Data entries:
■ ■ ■

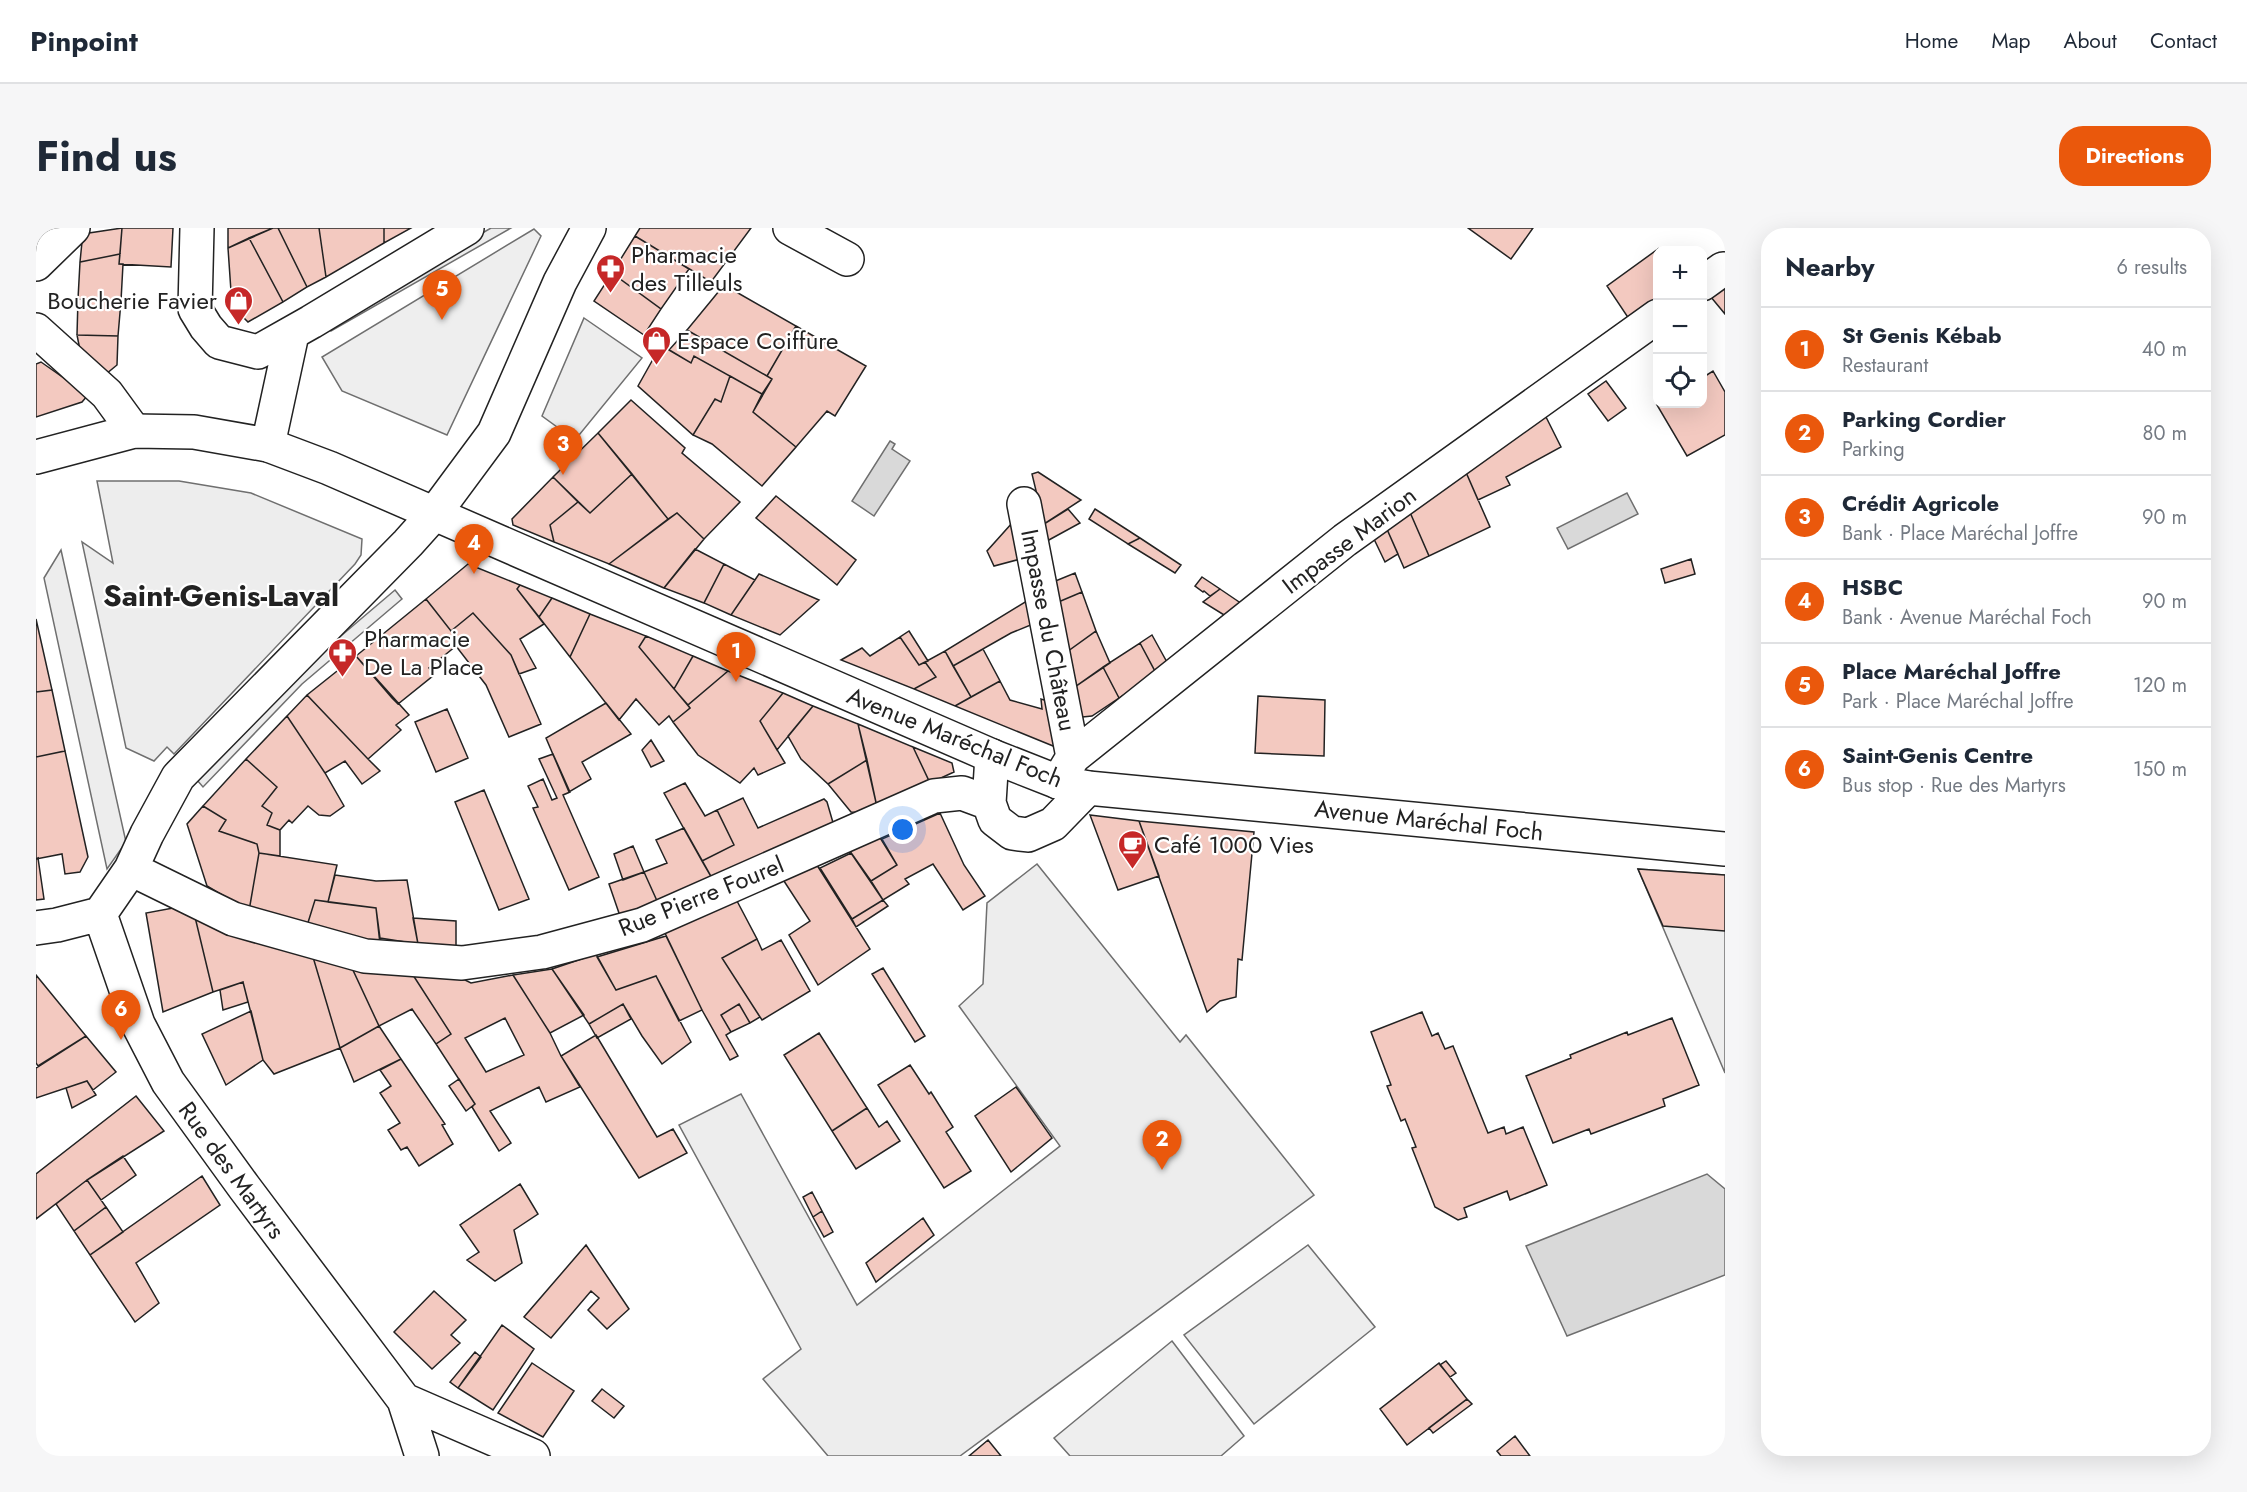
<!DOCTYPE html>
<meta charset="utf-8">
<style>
body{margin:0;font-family:Jost,sans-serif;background:#f6f6f7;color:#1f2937}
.controls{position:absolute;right:18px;top:18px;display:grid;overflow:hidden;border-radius:12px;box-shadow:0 6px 24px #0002}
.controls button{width:54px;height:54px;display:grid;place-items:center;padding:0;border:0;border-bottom:2px solid #e0e1e3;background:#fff;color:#1f2937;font:30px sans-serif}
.you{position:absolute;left:867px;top:602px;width:21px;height:21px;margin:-15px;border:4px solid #fff;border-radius:50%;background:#1a73e8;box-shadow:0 0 0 9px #1a73e833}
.badge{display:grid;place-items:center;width:39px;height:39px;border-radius:50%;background:#ea580c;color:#fff;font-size:20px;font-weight:700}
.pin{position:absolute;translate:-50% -50px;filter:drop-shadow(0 2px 3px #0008)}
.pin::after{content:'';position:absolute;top:32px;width:21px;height:18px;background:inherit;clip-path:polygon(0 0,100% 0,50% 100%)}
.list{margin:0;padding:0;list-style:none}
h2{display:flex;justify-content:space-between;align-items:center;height:78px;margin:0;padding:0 24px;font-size:26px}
h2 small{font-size:20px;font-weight:400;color:#747a83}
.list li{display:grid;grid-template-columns:39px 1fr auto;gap:18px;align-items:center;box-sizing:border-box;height:84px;padding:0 24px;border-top:2px solid #e0e1e3}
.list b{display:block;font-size:22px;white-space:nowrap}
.list p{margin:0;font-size:20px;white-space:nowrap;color:#747a83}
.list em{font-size:20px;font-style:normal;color:#747a83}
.icon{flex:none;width:33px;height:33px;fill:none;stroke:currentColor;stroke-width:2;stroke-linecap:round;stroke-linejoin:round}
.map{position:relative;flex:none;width:1689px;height:1228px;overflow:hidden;border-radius:24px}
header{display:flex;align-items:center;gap:36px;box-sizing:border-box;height:84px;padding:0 30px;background:#fff;border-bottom:2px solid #e0e1e3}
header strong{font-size:28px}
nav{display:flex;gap:33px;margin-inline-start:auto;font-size:21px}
.intro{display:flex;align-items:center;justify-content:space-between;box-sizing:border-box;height:144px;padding:0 36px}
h1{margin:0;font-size:42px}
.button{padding:15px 27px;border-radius:24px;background:#ea580c;color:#fff;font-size:21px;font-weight:700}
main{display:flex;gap:36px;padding:0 36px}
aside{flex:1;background:#fff;border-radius:24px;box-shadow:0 6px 24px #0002}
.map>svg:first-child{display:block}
.green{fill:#eee;stroke:#6f6f6f;stroke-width:1.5}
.parking{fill:#ededed;stroke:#6f6f6f;stroke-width:1.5}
.water{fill:#d9d9d9;stroke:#6f6f6f;stroke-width:1.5}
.building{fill:#f3c9c0;stroke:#222;stroke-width:1.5;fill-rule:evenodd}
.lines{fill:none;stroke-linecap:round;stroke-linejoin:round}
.minor-casing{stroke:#222;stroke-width:36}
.major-casing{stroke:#222;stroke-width:36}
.minor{stroke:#fff;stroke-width:33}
.major{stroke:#fff;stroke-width:33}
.labels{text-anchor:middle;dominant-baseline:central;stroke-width:4.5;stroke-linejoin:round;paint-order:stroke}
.poi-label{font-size:24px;fill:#222;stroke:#fff;text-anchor:start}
.street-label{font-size:24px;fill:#222;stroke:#fff}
.district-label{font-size:30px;font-weight:bold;fill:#222;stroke:#fff}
</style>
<header>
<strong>Pinpoint</strong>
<nav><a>Home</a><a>Map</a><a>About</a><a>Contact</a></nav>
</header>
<div class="intro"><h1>Find us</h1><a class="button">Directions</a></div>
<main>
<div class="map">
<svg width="1689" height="1228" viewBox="0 0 1689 1228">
<rect width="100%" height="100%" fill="#fff"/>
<path class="green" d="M498 1 505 8 411 207 306 163 286 129Z
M1602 641 1689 647V845Z
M1272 1017 1339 1099 1218 1196 1148 1107Z
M1136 1113 1208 1208 1185 1228H1034L1018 1210Z"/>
<path class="parking" d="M455 0H475L295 103 290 95Z
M548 90 606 130 539 212 506 188Z
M61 253H143L215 265 326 311 325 327 319 336 138 526 131 519 118 533 90 520 46 314 77 335Z
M25 322 90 614 71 641 8 350Z
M359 362 366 371 266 456 167 559 161 552 259 447Z
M1001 636 1144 814 1150 807 1278 967 924 1228H792L727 1151 765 1121 643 897 705 866 821 1077 1024 918 923 778 947 756 951 675Z"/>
<path class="water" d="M854 213 859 216 856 221 874 233 838 288 816 273Z
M1591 265 1602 286 1532 321 1521 300Z
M1671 946 1689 961V1047L1531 1108 1490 1018Z"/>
<path class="building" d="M86 0 84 26 44 34 46 14 53 5Z
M86 0H137L135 39 83 36Z
M192 0H237L192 20Z
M237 0H242L271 59 247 74 213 10Z
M242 0H283L290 49 271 59Z
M283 0H348V15L290 49Z
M348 0H375L348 15Z
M604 0H715L675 54 599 8Z
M1432 0H1497L1475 31Z
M599 8 653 41 625 81 576 45Z
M213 10 247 74 212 94 196 78 192 20Z
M1622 21V80L1597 97 1571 58Z
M84 26 83 36H87L85 73 42 71 44 34Z
M576 45 625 81 608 107 558 73Z
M688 57 760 98 731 148 651 102Z
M1689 58V86L1674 68Z
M42 71 85 73 82 108 41 107Z
M760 98 830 138 799 188 791 183 760 219 717 184 736 151 731 148Z
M651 102 736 151 726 166 658 128 655 135 633 122Z
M41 107 82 108 81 137 70 146 44 122Z
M625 117 655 135 658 128 694 148 685 174 679 171 657 207 602 158Z
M5 134 52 167 46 174 0 189V136Z
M1677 143 1689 164V207L1651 228 1621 177 1666 176V150Z
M694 148 726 166 717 184 760 219 726 258 676 216 657 207 679 171 685 174Z
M1570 153 1590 180 1572 193 1552 166Z
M595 172 649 220 646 225 704 274 668 311 641 285 632 291 562 205Z
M1508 185 1525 219 1470 249 1474 257 1442 272 1429 242Z
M562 205 596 246 554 285 517 249Z
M1429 242 1454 299 1393 328 1373 282Z
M1002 244 1045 272 1008 296 996 246Z
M596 246 632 291 573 336 518 314 514 297 542 274 554 285Z
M517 249 542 274 514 297 518 314 477 297 476 291Z
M740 268 820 332 801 357 720 290Z
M1032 281 1044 295 1011 313 1008 296Z
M1059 281 1104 310 1092 316 1053 291Z
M1373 282 1393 328 1368 340 1350 299Z
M986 284 992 329 958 338 951 323Z
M641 285 668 311 628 360 573 336Z
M1350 299 1362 326 1349 334 1337 309Z
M1104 310 1145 337 1139 345 1092 316Z
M659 321 688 336 668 375 628 360Z
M1655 331 1659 346 1629 355 1625 341Z
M432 336 484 357 481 361 508 396 484 411 500 440 483 446 475 427 437 385 415 403 390 371Z
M688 336 719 352 695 387 668 375Z
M1039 345 1046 364 1020 375 1017 354Z
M723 346 783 372 744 407 695 387Z
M1166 349 1184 361 1174 368 1168 363 1167 364 1159 358Z
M484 357 516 370 503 389 481 361Z
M1184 361 1209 378 1193 390 1167 374Z
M1046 364 1060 403 1028 426 1020 375Z
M999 368 1002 394 975 405 917 438 909 423Z
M516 370 554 386 534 429 503 389Z
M390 371 415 403 437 385 475 427 505 496 473 509 450 457 420 418 393 440 398 447 362 476 356 470 320 428Z
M554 386 610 408 603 419 654 480 637 494 633 488 623 497 600 471 583 492 534 429Z
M0 391 16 462 0 464Z
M873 403 892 433 883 437 864 409Z
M1060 403 1074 435 1033 463 1028 426Z
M1116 407 1132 436 1120 445 1104 415Z
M610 408 657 428 638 461 603 419Z
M864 409 883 437 889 434 900 449 878 461 805 432 826 420 834 428Z
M1104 415 1120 445 1083 470 1067 439Z
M947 421 964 453 935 469 917 438Z
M909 423 935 469 919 478 878 461 900 449 889 434Z
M320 428 373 487 360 497 365 502 332 531 271 467Z
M657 428 692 443 652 477 638 461Z
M1067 439 1083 470 1056 488 1037 490 1033 463Z
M692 443 747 465 724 493 749 535 722 547 718 540 704 555 662 527 637 494 654 480 652 477Z
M964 453 974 472 1006 481 1005 471 1015 474 1022 520 919 478Z
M16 462 29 523 0 529V464Z
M747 465 777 478 741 522 724 493Z
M271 467 332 531 344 543 326 556 309 533 289 545 251 488Z
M1222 468 1289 472 1288 528 1219 525Z
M570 475 595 506 546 534 555 551 533 564 510 510Z
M777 478 822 496 831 532 792 556 765 531 752 508Z
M411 481 432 530 400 544 379 494Z
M251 488 289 545 308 578 294 588 283 587 272 578 256 595 253 592 244 602 231 597 236 585 226 578 241 559 210 531Z
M822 496 877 519 894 555 841 579Z
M615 512 628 533 615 539 606 522Z
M877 519 916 535 918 544 894 555Z
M29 523 52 629 44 644 29 646 26 626 0 631V529Z
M517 526 534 564 527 567 563 649 533 662 497 580 502 579 492 558 507 551 516 572 521 570 503 531Z
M210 531 241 559 226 578 236 585 231 597 244 602V628L223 625 221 616 183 603 190 592 167 578Z
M831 532 841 579 826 585 815 584 792 556Z
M649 555 669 588 681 582 698 617 666 633 628 565Z
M448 562 493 671 463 682 419 574Z
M707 570 722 600 788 571 791 574 798 598 677 652 666 633 698 617 681 582Z
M167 578 190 592 183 603 221 616 223 625 213 683 171 658 151 596Z
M904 585 928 637 949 668 927 682 897 636 869 651 873 656 847 672 835 653 861 637 846 611Z
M1054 587 1103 593 1123 648 1082 662Z
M1103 593 1218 604 1206 732 1202 731 1200 769 1184 773 1171 784Z
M648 600 677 652 622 675 608 644 631 635 620 612Z
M843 608 861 637 835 653 811 619Z
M597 618 608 644 587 652 578 626Z
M223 625 301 637 292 674 279 672 270 701 213 683Z
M815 625 847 672 816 691 784 640Z
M2 630 8 671 0 672V631Z
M779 634 834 721 782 757 753 707 774 693 746 650Z
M1602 641 1689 647V703L1627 698Z
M608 644 622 675 584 688 573 656Z
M299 647 340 653 371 652 382 716 344 710 340 680 292 674Z
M279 672 340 680 344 716 270 701Z
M847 672 852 678 820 699 816 691Z
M701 673 721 711 686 730 724 789 714 795 703 776 685 787 695 804 690 807 702 828 694 832 666 782 628 703Z
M137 680 159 689 177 764 127 784 110 685Z
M159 689 277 729 304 820 238 846 227 832 207 754 177 764Z
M377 690 420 693V719L382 716Z
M630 708 666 782 643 793 620 748 580 762 561 729Z
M721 711 726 722 745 712 774 763 726 792 686 730Z
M560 726 580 762 620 748 655 814 626 836 606 808 587 776 553 796 516 741Z
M277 729 315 738 343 798 304 820Z
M315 738 377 747 415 806 400 816 376 781 343 798Z
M847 740 889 808 879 814 836 746Z
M516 741 548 787 514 805 477 747Z
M0 747 50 808 2 838 0 835Z
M377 747 427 751 435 755 477 747 514 805 525 828 544 859 510 874 503 859 454 883 475 915 463 923 436 879 439 876 400 816 415 806ZM469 790 488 827 450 844 429 810Z
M207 754 212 774 187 782 184 762Z
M587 776 595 791 561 810 553 796Z
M703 776 714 795 695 804 685 787Z
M215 783 227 832 190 857 166 806Z
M1386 784 1396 808 1402 805 1409 821 1417 818 1452 905 1468 899 1470 906 1487 899 1511 957 1474 972 1471 963 1428 980 1431 989 1422 992 1399 979 1376 920 1380 919 1369 891 1365 893 1351 858 1355 857 1335 804Z
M1636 790 1663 857 1627 871 1629 878 1555 906 1553 901 1517 915 1490 848 1535 830 1534 827 1591 804 1592 807Z
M343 798 365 831 318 854 304 820Z
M783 805 831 880 796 903 748 827Z
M560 807 621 909 637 901 651 925 603 950 525 828Z
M50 808 80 844 57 862 51 853 0 870V840Z
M365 831 409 896 406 897 417 916 383 938 371 919 365 922 352 902 364 895 344 865 355 858 344 842Z
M874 837 893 866 895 864 917 899 910 904 935 943 908 960 842 857Z
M423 851 439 876 430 883 413 858Z
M51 853 60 867 36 880 30 860Z
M980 859 1016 910 975 944 939 888Z
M100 868 128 903 51 952 0 991V946Z
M831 880 843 899 851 893 864 913 820 941 796 903Z
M87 928 100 947 65 972 51 952Z
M166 948 184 977 100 1035 123 1075 99 1094 54 1027Z
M51 952 70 979 38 1003 20 976Z
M484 956 502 986 478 1002 486 1035 459 1053 431 1032 443 1024 424 997Z
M776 964 786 983 777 989 767 969Z
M70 979 87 1004 54 1027 38 1003Z
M786 983 797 1004 788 1009 777 989Z
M887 990 898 1007 840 1054 830 1035Z
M550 1017 593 1081 571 1101 552 1082 563 1070 555 1063 515 1110 488 1089Z
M398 1063 430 1092 415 1107 424 1115 396 1141 358 1104Z
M466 1097 498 1121 457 1182 422 1160Z
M439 1124 445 1129 422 1160 414 1154Z
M1410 1133 1420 1145 1414 1149 1404 1137Z
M496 1135 538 1163 507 1209 462 1185Z
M1403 1135 1431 1171 1371 1217 1344 1181Z
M566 1161 588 1178 578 1190 556 1173Z
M1431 1171 1436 1176 1397 1205 1393 1200Z
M1479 1208 1494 1228H1465L1461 1223Z
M952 1212 965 1228H933Z"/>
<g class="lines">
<defs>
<path id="minor" d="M161 0 159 81 170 99 183 114 222 124 275 94 431 0
M754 0 811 31
M0 36 37 0
M1666 56 1687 41
M0 102 71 166 98 203
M232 217 256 106
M988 276 1037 529
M956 528 953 575 959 592 976 605 992 607 1017 596 1052 560
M1022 554 1037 529 1309 312 1622 88
M95 641 197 691 329 728 426 735 506 724 606 697 898 568 926 565 953 575
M0 700 21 697 64 686
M368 1172 497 1228
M386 1228 368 1172 208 959 132 854 102 796 64 686 95 641 111 606 142 549 372 315 398 286"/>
<path id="major" d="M0 229 98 203 158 204 232 217 293 240 956 528 1022 554 1052 560 1689 621
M398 286 458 205 524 54 553 0"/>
</defs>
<use href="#minor" class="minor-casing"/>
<use href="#major" class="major-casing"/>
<use href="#minor" class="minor"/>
<use href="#major" class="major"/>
</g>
<defs>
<symbol id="pharmacy-pin" viewBox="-11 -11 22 30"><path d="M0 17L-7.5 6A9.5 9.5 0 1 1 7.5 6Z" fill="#c62828" stroke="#fff"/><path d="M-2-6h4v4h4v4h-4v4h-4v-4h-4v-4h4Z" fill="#fff"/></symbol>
<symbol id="shop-pin" viewBox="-11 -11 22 30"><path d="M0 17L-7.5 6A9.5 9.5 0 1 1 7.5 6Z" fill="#c62828" stroke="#fff"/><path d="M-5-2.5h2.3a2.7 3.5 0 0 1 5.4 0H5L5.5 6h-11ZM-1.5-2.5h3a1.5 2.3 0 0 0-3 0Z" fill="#fff"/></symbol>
<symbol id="cafe-pin" viewBox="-11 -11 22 30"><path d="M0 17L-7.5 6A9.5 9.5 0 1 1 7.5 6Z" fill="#c62828" stroke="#fff"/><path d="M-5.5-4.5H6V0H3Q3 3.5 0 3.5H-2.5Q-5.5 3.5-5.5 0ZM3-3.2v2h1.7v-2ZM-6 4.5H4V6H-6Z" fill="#fff"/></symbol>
</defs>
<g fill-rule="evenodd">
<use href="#pharmacy-pin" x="558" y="24" width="33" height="45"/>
<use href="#shop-pin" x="186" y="56" width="33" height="45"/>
<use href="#shop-pin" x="604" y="96" width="33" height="45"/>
<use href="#pharmacy-pin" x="290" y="408" width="33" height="45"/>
<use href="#cafe-pin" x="1080" y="600" width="33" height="45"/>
</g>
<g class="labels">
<g class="poi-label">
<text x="595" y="26">Pharmacie<tspan x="595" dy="28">des Tilleuls</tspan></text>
<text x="181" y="72" text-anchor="end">Boucherie Favier</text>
<text x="641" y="112">Espace Coiffure</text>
<text x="328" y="410">Pharmacie<tspan x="328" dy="28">De La Place</tspan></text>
<text x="1118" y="616">Café 1000 Vies</text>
</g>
<g class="street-label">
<text transform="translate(1313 312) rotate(-37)">Impasse Marion</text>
<text transform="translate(1013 402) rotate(79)">Impasse du Château</text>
<text transform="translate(919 509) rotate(22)">Avenue Maréchal Foch</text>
<text transform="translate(1393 592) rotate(6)">Avenue Maréchal Foch</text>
<text transform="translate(665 668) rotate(-22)">Rue Pierre Fourel</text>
<text transform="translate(196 942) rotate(54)">Rue des Martyrs</text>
</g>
<g class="district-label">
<text x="185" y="367">Saint-Genis-Laval</text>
</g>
</g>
</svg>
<div class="controls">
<button>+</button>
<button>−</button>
<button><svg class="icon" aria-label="locate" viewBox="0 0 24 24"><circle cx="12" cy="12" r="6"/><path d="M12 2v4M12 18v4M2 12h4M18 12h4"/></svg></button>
</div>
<div class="you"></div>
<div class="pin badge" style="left:700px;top:454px">1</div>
<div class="pin badge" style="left:1126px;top:942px">2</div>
<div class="pin badge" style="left:527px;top:247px">3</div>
<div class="pin badge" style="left:438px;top:346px">4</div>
<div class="pin badge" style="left:406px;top:92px">5</div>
<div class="pin badge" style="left:85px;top:812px">6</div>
</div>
<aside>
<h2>Nearby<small>6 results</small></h2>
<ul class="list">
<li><span class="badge">1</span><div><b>St Genis Kébab</b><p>Restaurant</p></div><em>40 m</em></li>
<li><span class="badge">2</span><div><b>Parking Cordier</b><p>Parking</p></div><em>80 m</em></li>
<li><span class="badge">3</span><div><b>Crédit Agricole</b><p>Bank · Place Maréchal Joffre</p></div><em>90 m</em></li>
<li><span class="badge">4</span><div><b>HSBC</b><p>Bank · Avenue Maréchal Foch</p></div><em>90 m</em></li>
<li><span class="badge">5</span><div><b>Place Maréchal Joffre</b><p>Park · Place Maréchal Joffre</p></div><em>120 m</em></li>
<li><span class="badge">6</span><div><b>Saint-Genis Centre</b><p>Bus stop · Rue des Martyrs</p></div><em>150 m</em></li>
</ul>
</aside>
</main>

■ ■ ■

:: Your objective ::
Your reply should be the number of lines in the entries that contain "linejoin", nothing more.

:: Answer section ::
3